_Your goal_.
Where does the string "right" appear in the material? Copy each line that holds it.

· · · · ·

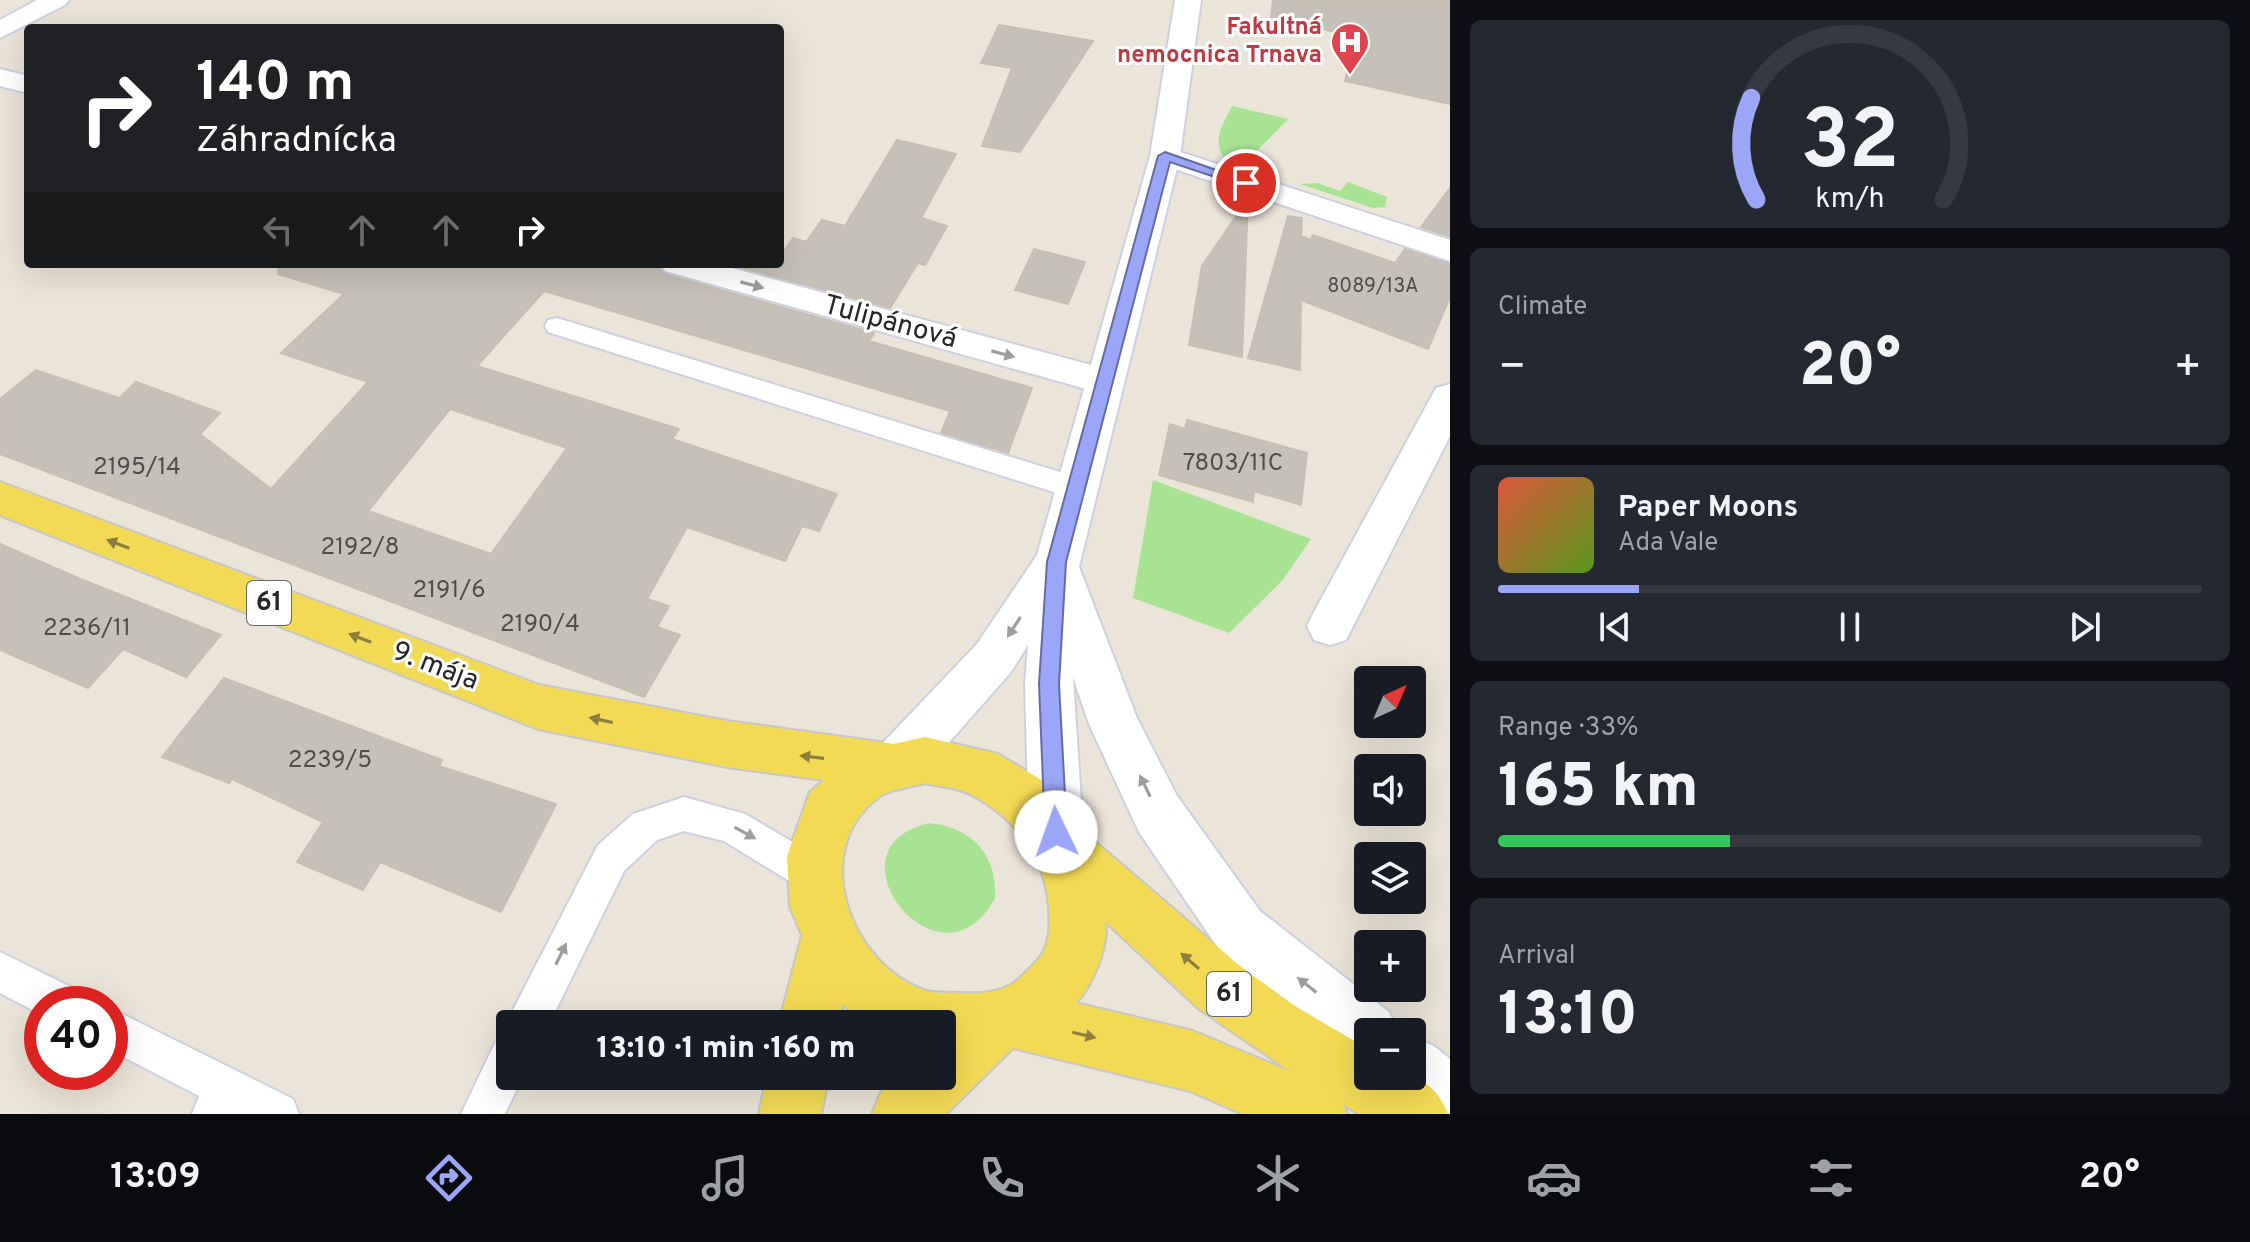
<!DOCTYPE html>
<meta charset="utf-8">
<style>
:root{--surface:#171b24;--page:#242831;--text:#f1f3f6;--muted:#9ea1a6;--line:#363941;--accent:#9ba6f9}
body{margin:0;font-family:Overpass,sans-serif;background:var(--page);color:var(--text);height:100vh;display:flex;flex-direction:column;font-size:30px;white-space:nowrap}
*{box-sizing:border-box;margin:0}
p{font-size:26px;color:var(--muted)}
.icon{flex:none;width:44px;height:44px;fill:none;stroke:currentColor;stroke-width:2;stroke-linecap:round;stroke-linejoin:round}
.map{position:relative;flex:1;overflow:hidden}
.panel{display:flex;flex-direction:column;gap:20px;padding:20px;background:#0d0f14;width:800px}
.panel>*{flex:none}
.banner{position:absolute;left:24px;top:24px;width:760px;height:244px;border-radius:8px;box-shadow:0 8px 32px #0002;background:#202124;color:#fff;overflow:hidden}
.needle{width:52px;rotate:44deg}
.fabs{position:absolute;left:1354px;top:666px;display:grid;gap:16px}
.fabs a{display:grid;place-items:center;width:72px;height:72px;border-radius:8px;background:var(--surface);box-shadow:0 8px 32px #0002;font-size:40px}
.speed{position:absolute;left:24px;top:986px;display:flex;gap:16px;font-size:40px;font-weight:700;text-align:center}
.speed>*{display:grid;place-content:center;width:104px;height:104px;border-radius:50%;background:var(--surface);box-shadow:0 8px 32px #0002;line-height:1}
.speed .limit{border:12px solid #d22;background:#fff;color:#111}
.pin{position:absolute;display:grid;place-items:center;width:68px;height:68px;color:#fff;margin:-34px;border:4px solid #fff;border-radius:50%;box-shadow:0 2px 8px #0007}
.me{position:absolute;width:88px;margin:-44px;rotate:357deg;stroke-linejoin:round;filter:drop-shadow(0 0 6px #0008)}
.turn{display:flex;align-items:center;gap:28px;height:168px;padding:0 40px;font-size:36px}
.turn .icon{width:104px;height:104px;stroke-width:2.5}
.turn b{display:block;font-size:56px;line-height:68px}
.lanes{display:flex;align-items:center;height:76px;padding:0 40px;background:#0003;justify-content:center;gap:40px;direction:ltr}
.lanes .off{opacity:.35}
.big{font-size:60px;font-weight:800;line-height:1.1}
.panel .tile{flex:1;display:flex;flex-direction:column;justify-content:center;gap:12px;min-width:0;padding:0 28px;border-radius:12px;background:var(--page)}
.panel .dial{align-items:center;gap:0}
.dial svg{height:208px;overflow:visible;fill:none;stroke:var(--line);stroke-width:7;stroke-linecap:round;text-anchor:middle}
.dial text{fill:var(--text);stroke:none}
.song{display:flex;align-items:center;gap:24px}
.cover{width:96px;height:96px;border-radius:12px;background:linear-gradient(135deg,hsl(10 70% 55%),hsl(90 70% 35%))}
.played{height:8px;border-radius:4px;background:linear-gradient(90deg,var(--accent) 20%,var(--line) 20%)}
.keys{display:flex;justify-content:space-around;direction:ltr}
.heat{display:flex;justify-content:space-between;align-items:center;font-size:44px;direction:ltr}
.charge{height:12px;border-radius:6px;background:linear-gradient(90deg,#34c759 33%,var(--line) 0)}
.trip{position:absolute;left:496px;top:1010px;width:460px;height:80px;border-radius:8px;background:var(--surface);box-shadow:0 8px 32px #0002;font-weight:800;line-height:80px;text-align:center}
.dock{display:flex;height:128px;justify-content:space-around;align-items:center;background:#090b0e;color:var(--muted)}
.dock .icon{width:56px;height:56px}
.dock .active{color:var(--accent)}
.dock b{font-size:36px;color:var(--text)}
main{display:flex;flex:1;min-height:0}
.map>svg:first-child{display:block}
.green{fill:#a8e393}
.building{fill:#c6c1b8;stroke:#c6c0b2;stroke-width:2;fill-rule:evenodd}
.lines{fill:none;stroke-linecap:round;stroke-linejoin:round}
.lane-casing{stroke:#ced0e1;stroke-width:4}
.street-casing{stroke:#ced0e1;stroke-width:4}
.secondary-casing{stroke:#ced0e1;stroke-width:4}
.primary-casing{stroke:#c7c7c7;stroke-width:4}
.lane{fill:#fff;fill-rule:evenodd}
.street{fill:#fff;fill-rule:evenodd}
.secondary{fill:#fff;fill-rule:evenodd}
.primary{fill:#f3da55;fill-rule:evenodd}
.oneway{fill:#9e9e9e}
.oneway2{fill:#8d803e}
.route{fill:#9ba6f9;stroke:#656ca2;stroke-width:2}
.labels{text-anchor:middle;dominant-baseline:central;stroke-width:6;stroke-linejoin:round;paint-order:stroke}
.far-number-label{font-size:20px;fill:#4f4e4b}
.far-health-label{font-size:24px;font-weight:bold;fill:#be3a42;stroke:#fff;text-anchor:end}
.number-label{font-size:24px;fill:#4f4e4b}
.shield{fill:#fff;stroke:#686868;stroke-width:2}
.shield-label{font-size:26px;font-weight:bold;fill:#272727}
.street-label{font-size:28px;fill:#272727;stroke:#fff}
</style>
<main>
<div class="map">
<svg width="1450" height="1114" viewBox="0 0 1450 1114">
<rect width="100%" height="100%" fill="#ebe4d8"/>
<!-- green -->
<path class="green" d="M1232,106L1288,119L1249,159L1268,168L1274,176L1225,159C1211,141 1223,124 1232,106Z
M1348,182L1387,197L1385,207L1373,208L1300,184L1317,183L1340,191Z
M1153,480L1311,539L1282,581L1229,633L1133,598Z
M930,823C973,828 997,855 995,898C941,1000 819,847 930,823Z"/>
<!-- building -->
<path class="building" d="M1273,0H1450V104L1345,81L1356,36L1271,19Z
M999,25L1093,41L1020,152L982,146L1012,68L981,63Z
M897,140L956,154L921,218L947,226L925,265L918,263L890,308L728,264H780V257L793,238L806,242L822,220L845,226Z
M1450,188V237L1421,227Z
M1248,199L1242,357L1189,345L1202,266Z
M1288,216L1302,218L1301,236L1311,240L1313,235L1395,263L1405,249L1450,264V297L1428,349L1301,300L1300,370L1248,358Z
M1034,249L1085,262L1068,304L1015,290Z
M279,264H657L664,274L874,333L869,341L1032,388L1008,453L941,433L950,411L544,291L477,366L679,429L672,439L837,494L819,531L802,526L785,561L687,527L647,599L669,606L657,627L680,635L644,697L0,454V399L36,370L119,398L136,382L220,413L200,434L271,489L368,382L281,353L344,294L278,274ZM450,409L567,448L491,554L368,511Z
M1187,420L1307,453L1301,505L1254,491L1253,502L1159,475L1170,424L1185,429Z
M0,544L78,578L221,635L186,677L123,649L88,688L0,650Z
M224,678L442,760L439,766L556,804L501,912L380,862L363,890L297,862L323,822L232,779L229,783L162,757Z"/>
<g class="lines">
<defs>
<path id="lane" d="M557,318L1086,480L1090,488L1086,496L1076,499L548,332L545,326L548,320Z
M684,797L745,814L825,861L831,874L825,887L812,893L799,887L724,841L684,831L657,840L624,871L549,1024H510V1032L507,1024L513,1010L598,845L633,814Z
M0,952L77,990L83,1004H42V1015L0,993Z
M110,1008L293,1099L299,1114H192L199,1096L110,1050Z
M510,1037V1076H523L505,1114H461L495,1043Z"/>
<path id="street" d="M37,0H69L65,5L0,38V20Z
M0,69L28,76V93L0,86Z
M1165,147L1450,240V261L1154,162L1150,156L1154,150Z
M660,264H717L1117,372L1123,381L1117,390L1104,394L665,271Z
M1450,384V436L1346,640L1330,645L1314,640L1307,626L1314,612L1436,388Z"/>
<path id="secondary" d="M1175,0H1201L1180,156L1079,567L1137,718L1177,796L1260,911L1389,1012L1398,1032H1368V1063L1347,1054L1220,951L1139,832L1089,724L1073,677L1083,832L1075,850L1056,858L1037,850L1029,832L1025,684L1028,645L1011,672L915,781L897,788L879,781L872,764L879,747L977,644L1037,555L1150,156Z
M1412,1037L1434,1046L1450,1059V1114C1419,1114 1398,1107 1385,1076H1412Z"/>
<path id="primary" d="M0,482L539,685L727,721L894,744L925,737L998,754L1043,781L1078,827L1240,966L1295,1006L1368,1049V1076C1408,1076 1431,1072 1448,1114H1359L1343,1104L1347,1114H1243L1190,1091L1013,1048L946,1114H872L881,1092L897,1076H942V1024C905,1024 869,1033 843,1004L839,1024H779L802,935L790,907L787,856L810,792L824,780L727,767L538,729L0,515ZM925,783C940,787 959,787 972,795C1017,819 1046,858 1049,909C1050,925 1050,943 1041,956C1035,964 1027,971 1020,978C1006,992 982,994 963,993C952,992 938,994 927,991C850,966 807,850 879,797C890,789 911,787 925,783ZM1106,922L1198,1008L1291,1072L1193,1031L1076,1003C1093,985 1108,947 1106,922Z
M767,1076H829L821,1114H759Z"/>
</defs>
<!-- lane casing -->
<use href="#lane" class="lane-casing"/>
<!-- street casing -->
<use href="#street" class="street-casing"/>
<!-- secondary casing -->
<use href="#secondary" class="secondary-casing"/>
<!-- primary casing -->
<use href="#primary" class="primary-casing"/>
<!-- lane -->
<use href="#lane" class="lane"/>
<!-- street -->
<use href="#street" class="street"/>
<!-- secondary -->
<use href="#secondary" class="secondary"/>
<!-- primary -->
<use href="#primary" class="primary"/>
</g>
<!-- one-way arrows -->
<defs><path id="oneway-solid" d="M-6-.8H1V-3.2L6.5 0L1 3.2V.8H-6Z" transform="scale(2)"/></defs>
<g class="oneway">
<use href="#oneway-solid" transform="translate(752 285) rotate(15)"/>
<use href="#oneway-solid" transform="translate(1003 354) rotate(15)"/>
<use href="#oneway-solid" transform="translate(1014 627) rotate(123)"/>
<use href="#oneway-solid" transform="translate(1145 786) rotate(-116)"/>
<use href="#oneway-solid" transform="translate(745 833) rotate(29)"/>
<use href="#oneway-solid" transform="translate(561 954) rotate(-64)"/>
<use href="#oneway-solid" transform="translate(1307 985) rotate(-142)"/>
</g>
<g class="oneway2">
<use href="#oneway-solid" transform="translate(118 544) rotate(-159)"/>
<use href="#oneway-solid" transform="translate(360 638) rotate(-159)"/>
<use href="#oneway-solid" transform="translate(601 720) rotate(-168)"/>
<use href="#oneway-solid" transform="translate(812 757) rotate(-173)"/>
<use href="#oneway-solid" transform="translate(1190 961) rotate(-139)"/>
<use href="#oneway-solid" transform="translate(1084 1035) rotate(13)"/>
</g>
<!-- route -->
<path class="route" d="M1165,152L1253,183L1242,186L1170,162L1066,562L1059,684L1067,832L1063,840L1056,843L1048,840L1045,832L1039,684L1047,562L1158,156Z"/>
<!-- icons -->
<defs>
<symbol id="hospital-pin" viewBox="-11 -11 22 30"><path d="M0 17L-7.5 6A9.5 9.5 0 1 1 7.5 6Z" fill="#e0444e" stroke="#fff"/><path d="M-5-5h3v3.5h4V-5h3V5h-3V1.5h-4V5h-3Z" fill="#fff"/></symbol>
</defs>
<g fill-rule="evenodd">
<use href="#hospital-pin" x="1328" y="20" width="44" height="60"/>
</g>
<g class="labels">
<!-- far-number labels -->
<g class="far-number-label">
<text x="1373" y="287">8089/13A</text>
</g>
<!-- far-health labels -->
<g class="far-health-label">
<text x="1322" y="28">Fakultná<tspan x="1322" dy="28">nemocnica Trnava</tspan></text>
</g>
<!-- number labels -->
<g class="number-label">
<text x="1233" y="464">7803/11C</text>
<text x="137" y="468">2195/14</text>
<text x="360" y="548">2192/8</text>
<text x="449" y="591">2191/6</text>
<text x="540" y="625">2190/4</text>
<text x="87" y="629">2236/11</text>
<text x="330" y="761">2239/5</text>
</g>
<!-- shield labels -->
<g class="shield">
<rect x="247" y="581" width="44" height="44" rx="6"/>
<rect x="1207" y="972" width="44" height="44" rx="6"/>
</g>
<g class="shield-label">
<text x="269" y="603">61</text>
<text x="1229" y="994">61</text>
</g>
<!-- street labels -->
<g class="street-label">
<text transform="translate(890 323) rotate(15)">Tulipánová</text>
<text transform="translate(435 667) rotate(21)">9. mája</text>
</g>
</g>
</svg>
<div class="fabs">
<a><svg class="needle" viewBox="-14 -14 28 28"><path d="M0-13l5 13h-10z" fill="#e53935"/><path d="M0 13l5-13h-10z" fill="#9ea1a6"/></svg></a>
<a><svg class="icon" aria-label="sound" viewBox="0 0 24 24"><path d="M4 9h4l5-4v14l-5-4H4zM17 9q2 3 0 6"/></svg></a>
<a><svg class="icon" aria-label="layers" viewBox="0 0 24 24"><path d="M12 4l9 5-9 5-9-5zM3 14l9 5 9-5"/></svg></a>
<a>+</a>
<a>−</a>
</div>
<div class="speed"><div class="limit">40</div></div>
<div class="pin" style="left:1246px;top:183px;background:#d93025"><svg class="icon" aria-label="arrive" viewBox="0 0 24 24"><path d="M6 21V4h12l-3 4 3 4H6"/></svg></div>
<svg class="me" style="left:1056px;top:832px" viewBox="-20 -20 40 40"><circle r="19" fill="#fff"/><path d="M0-13L10 11 0 6-10 11z" fill="#9ba6f9"/></svg>
<div class="trip">13:10 · 1 min · 160 m</div>
<div class="banner">
<div class="turn"><svg class="icon" aria-label="right" viewBox="0 0 24 24"><path d="M7 20v-9h11M14 6l5 5-5 5"/></svg><div><b>140 m</b>Záhradnícka</div></div>
<div class="lanes"><svg class="icon off" aria-label="left" viewBox="0 0 24 24"><path d="M17 20v-9H6M10 6l-5 5 5 5"/></svg><svg class="icon off" aria-label="ahead" viewBox="0 0 24 24"><path d="M12 20V5M6 11l6-6 6 6"/></svg><svg class="icon off" aria-label="ahead" viewBox="0 0 24 24"><path d="M12 20V5M6 11l6-6 6 6"/></svg><svg class="icon" aria-label="right" viewBox="0 0 24 24"><path d="M7 20v-9h11M14 6l5 5-5 5"/></svg></div>
</div>
</div>
<section class="panel">
<div class="tile dial"><svg viewBox="0 0 100 80">
<path d="M14 69A42 42 0 1 1 86 69"/>
<path d="M14 69A42 42 0 0 1 12 30" stroke="#9ba6f9"/>
<text x="50" y="56" font-size="32" font-weight="700">32</text>
<text x="50" y="72" font-size="11">km/h</text>
</svg></div>
<div class="tile"><p>Climate</p>
<div class="heat"><a>−</a><b class="big">20°</b><a>+</a></div>
</div>
<div class="tile">
<div class="song"><i class="cover"></i><div><b>Paper Moons</b><p>Ada Vale</p></div></div>
<div class="played"></div>
<div class="keys"><svg class="icon" aria-label="previous" viewBox="0 0 24 24"><path d="M18 5L8 12l10 7zM5 5v14"/></svg><svg class="icon" aria-label="pause" viewBox="0 0 24 24"><path d="M8 5v14M16 5v14"/></svg><svg class="icon" aria-label="next" viewBox="0 0 24 24"><path d="M6 5l10 7-10 7zM19 5v14"/></svg></div>
</div>
<div class="tile"><p>Range · 33%</p><b class="big">165 km</b><div class="charge"></div></div>
<div class="tile"><p>Arrival</p><b class="big">13:10</b></div>
</section>
</main>
<nav class="dock">
<b>13:09</b>
<svg class="icon active" aria-label="directions" viewBox="0 0 24 24"><path d="M12 3l9 9-9 9-9-9zM9 14v-3h6M13 9l2 2-2 2"/></svg>
<svg class="icon" aria-label="music" viewBox="0 0 24 24"><path d="M9 18V5l10-2v13"/><circle cx="6" cy="18" r="3"/><circle cx="16" cy="16" r="3"/></svg>
<svg class="icon" aria-label="phone" viewBox="0 0 24 24"><path d="M5 4h4l2 5-3 2q2 4 5 5l2-3 5 2v4C11 20 4 13 5 4z"/></svg>
<svg class="icon" aria-label="climate" viewBox="0 0 24 24"><path d="M12 3v18M4 7l16 10M4 17L20 7"/></svg>
<svg class="icon" aria-label="car" viewBox="0 0 24 24"><path d="M5 17H2v-5l4-1 3-4h7l3 4 3 1v5h-3M9 17h6M6 11h13"/><circle cx="7" cy="17" r="2"/><circle cx="17" cy="17" r="2"/></svg>
<svg class="icon" aria-label="filters" viewBox="0 0 24 24"><path d="M4 7h16M4 17h16"/><circle cx="9" cy="7" r="2"/><circle cx="15" cy="17" r="2"/></svg>
<b>20°</b>
</nav>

· · · · ·

_Result_.
<div class="turn"><svg class="icon" aria-label="right" viewBox="0 0 24 24"><path d="M7 20v-9h11M14 6l5 5-5 5"/></svg><div><b>140 m</b>Záhradnícka</div></div>
<div class="lanes"><svg class="icon off" aria-label="left" viewBox="0 0 24 24"><path d="M17 20v-9H6M10 6l-5 5 5 5"/></svg><svg class="icon off" aria-label="ahead" viewBox="0 0 24 24"><path d="M12 20V5M6 11l6-6 6 6"/></svg><svg class="icon off" aria-label="ahead" viewBox="0 0 24 24"><path d="M12 20V5M6 11l6-6 6 6"/></svg><svg class="icon" aria-label="right" viewBox="0 0 24 24"><path d="M7 20v-9h11M14 6l5 5-5 5"/></svg></div>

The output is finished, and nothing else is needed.